*** Begin section ***

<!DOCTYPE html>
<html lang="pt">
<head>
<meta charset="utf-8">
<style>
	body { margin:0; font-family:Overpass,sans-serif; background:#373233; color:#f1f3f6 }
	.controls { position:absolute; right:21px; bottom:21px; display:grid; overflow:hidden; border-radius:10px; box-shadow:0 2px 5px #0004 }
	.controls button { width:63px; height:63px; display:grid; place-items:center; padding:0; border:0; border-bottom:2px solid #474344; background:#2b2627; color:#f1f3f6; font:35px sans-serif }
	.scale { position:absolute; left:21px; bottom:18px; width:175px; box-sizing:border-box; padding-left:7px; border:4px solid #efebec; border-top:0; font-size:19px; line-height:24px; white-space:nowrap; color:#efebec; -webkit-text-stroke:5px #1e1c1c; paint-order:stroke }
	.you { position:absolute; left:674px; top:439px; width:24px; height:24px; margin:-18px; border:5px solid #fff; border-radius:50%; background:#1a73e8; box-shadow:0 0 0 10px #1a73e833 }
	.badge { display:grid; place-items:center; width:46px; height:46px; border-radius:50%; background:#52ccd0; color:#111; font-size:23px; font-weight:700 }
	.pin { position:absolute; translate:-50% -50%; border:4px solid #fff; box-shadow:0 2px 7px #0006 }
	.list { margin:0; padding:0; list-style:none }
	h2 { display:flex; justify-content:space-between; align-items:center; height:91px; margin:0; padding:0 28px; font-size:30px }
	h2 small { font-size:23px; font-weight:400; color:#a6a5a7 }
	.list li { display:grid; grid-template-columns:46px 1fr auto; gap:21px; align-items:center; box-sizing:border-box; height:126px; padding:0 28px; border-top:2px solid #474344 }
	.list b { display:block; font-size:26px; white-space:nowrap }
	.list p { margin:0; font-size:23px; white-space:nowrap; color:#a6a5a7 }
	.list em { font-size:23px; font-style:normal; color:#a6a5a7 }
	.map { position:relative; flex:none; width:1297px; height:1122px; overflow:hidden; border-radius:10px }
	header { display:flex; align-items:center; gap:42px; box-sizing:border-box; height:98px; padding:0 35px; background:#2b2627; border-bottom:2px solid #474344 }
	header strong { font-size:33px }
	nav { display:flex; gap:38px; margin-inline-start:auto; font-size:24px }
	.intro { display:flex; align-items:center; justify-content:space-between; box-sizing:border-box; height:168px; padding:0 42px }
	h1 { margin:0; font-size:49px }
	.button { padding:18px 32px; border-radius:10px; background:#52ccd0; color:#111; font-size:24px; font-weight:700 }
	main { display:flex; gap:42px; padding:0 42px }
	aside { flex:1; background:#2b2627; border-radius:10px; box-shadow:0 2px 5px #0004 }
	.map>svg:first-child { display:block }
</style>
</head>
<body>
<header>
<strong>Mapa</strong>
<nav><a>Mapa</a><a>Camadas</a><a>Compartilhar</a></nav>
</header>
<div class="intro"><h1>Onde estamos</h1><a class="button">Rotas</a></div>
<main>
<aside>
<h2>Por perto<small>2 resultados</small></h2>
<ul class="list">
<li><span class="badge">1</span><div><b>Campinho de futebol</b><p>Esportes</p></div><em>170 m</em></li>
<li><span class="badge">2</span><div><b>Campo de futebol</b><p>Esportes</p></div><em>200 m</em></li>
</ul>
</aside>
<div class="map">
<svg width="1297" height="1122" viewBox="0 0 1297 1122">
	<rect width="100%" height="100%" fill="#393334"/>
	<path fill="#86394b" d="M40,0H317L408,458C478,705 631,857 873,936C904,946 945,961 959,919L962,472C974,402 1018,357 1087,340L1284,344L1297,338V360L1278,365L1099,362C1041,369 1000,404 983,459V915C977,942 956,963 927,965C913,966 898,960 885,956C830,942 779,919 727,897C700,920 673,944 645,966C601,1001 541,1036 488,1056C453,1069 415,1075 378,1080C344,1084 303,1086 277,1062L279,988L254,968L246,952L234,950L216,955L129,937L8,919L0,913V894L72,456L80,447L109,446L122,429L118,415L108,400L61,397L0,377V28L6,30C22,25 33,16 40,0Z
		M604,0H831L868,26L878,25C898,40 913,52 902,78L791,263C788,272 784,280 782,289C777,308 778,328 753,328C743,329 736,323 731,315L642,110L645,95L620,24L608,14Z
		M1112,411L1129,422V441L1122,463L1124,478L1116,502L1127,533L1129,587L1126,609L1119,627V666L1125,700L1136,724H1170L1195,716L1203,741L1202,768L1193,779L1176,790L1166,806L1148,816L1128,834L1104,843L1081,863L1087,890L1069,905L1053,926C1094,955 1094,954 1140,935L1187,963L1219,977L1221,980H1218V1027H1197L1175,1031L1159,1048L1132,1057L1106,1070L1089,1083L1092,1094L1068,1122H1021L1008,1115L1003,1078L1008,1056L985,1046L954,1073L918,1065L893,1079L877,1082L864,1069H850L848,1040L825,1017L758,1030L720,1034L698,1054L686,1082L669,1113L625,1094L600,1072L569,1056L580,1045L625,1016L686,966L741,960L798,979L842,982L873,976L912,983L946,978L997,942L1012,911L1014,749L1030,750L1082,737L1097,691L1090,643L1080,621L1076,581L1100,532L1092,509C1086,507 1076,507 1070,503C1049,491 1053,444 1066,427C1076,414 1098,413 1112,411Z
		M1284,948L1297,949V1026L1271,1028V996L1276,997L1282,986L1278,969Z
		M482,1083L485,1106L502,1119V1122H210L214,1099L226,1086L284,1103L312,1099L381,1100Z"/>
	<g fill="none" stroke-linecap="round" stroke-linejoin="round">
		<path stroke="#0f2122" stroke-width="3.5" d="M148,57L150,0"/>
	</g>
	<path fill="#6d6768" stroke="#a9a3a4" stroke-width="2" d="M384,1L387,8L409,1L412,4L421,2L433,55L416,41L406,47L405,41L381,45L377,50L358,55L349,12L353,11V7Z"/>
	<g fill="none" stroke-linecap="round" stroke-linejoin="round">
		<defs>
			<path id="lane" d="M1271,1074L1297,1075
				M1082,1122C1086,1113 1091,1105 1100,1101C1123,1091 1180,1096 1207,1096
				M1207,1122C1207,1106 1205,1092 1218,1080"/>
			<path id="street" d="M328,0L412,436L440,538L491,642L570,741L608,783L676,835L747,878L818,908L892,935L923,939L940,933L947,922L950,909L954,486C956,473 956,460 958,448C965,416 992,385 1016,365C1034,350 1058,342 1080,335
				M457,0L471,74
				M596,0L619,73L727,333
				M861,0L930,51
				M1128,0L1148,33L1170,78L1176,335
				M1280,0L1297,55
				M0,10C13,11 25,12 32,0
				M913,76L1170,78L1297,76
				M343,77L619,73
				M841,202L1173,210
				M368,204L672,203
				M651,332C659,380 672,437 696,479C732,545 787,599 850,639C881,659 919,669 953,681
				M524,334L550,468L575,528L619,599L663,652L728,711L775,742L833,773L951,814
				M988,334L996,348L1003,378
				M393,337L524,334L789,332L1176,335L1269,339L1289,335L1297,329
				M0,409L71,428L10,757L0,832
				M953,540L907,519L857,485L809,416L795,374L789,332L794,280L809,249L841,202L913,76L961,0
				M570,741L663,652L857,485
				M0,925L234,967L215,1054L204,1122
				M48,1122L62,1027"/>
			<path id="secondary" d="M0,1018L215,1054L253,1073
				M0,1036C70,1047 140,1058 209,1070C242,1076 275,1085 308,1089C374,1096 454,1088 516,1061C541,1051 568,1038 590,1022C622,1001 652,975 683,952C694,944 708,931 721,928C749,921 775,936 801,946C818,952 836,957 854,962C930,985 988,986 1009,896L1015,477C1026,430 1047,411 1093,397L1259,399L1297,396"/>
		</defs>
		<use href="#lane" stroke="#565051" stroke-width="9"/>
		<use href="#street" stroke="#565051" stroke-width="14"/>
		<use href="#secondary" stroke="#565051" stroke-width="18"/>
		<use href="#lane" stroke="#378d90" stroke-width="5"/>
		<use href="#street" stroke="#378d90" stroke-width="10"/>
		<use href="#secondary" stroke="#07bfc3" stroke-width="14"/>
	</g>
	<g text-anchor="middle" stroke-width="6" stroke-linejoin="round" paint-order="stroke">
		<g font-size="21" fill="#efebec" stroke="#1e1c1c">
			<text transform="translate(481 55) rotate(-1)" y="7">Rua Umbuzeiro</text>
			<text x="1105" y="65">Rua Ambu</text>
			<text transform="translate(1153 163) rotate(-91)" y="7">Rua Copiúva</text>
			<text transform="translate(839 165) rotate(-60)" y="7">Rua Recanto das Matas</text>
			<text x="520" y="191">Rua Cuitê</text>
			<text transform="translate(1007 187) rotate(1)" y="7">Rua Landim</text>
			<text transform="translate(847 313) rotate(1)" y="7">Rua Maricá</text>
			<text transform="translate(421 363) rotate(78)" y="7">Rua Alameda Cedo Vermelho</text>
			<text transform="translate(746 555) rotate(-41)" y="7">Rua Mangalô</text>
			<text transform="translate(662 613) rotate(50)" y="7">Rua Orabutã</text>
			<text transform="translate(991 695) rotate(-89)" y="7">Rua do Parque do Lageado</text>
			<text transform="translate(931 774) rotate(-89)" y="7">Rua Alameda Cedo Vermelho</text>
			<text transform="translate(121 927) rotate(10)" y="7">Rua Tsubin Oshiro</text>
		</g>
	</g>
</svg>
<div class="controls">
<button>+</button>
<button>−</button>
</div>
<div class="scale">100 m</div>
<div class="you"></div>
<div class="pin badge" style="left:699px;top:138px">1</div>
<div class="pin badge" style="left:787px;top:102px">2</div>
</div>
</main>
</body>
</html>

*** End section ***

(WORK ITEM)
Since only a number is wanted, report how many lines of the listing include the word "efebec".

(EXPECTED OUTPUT)
2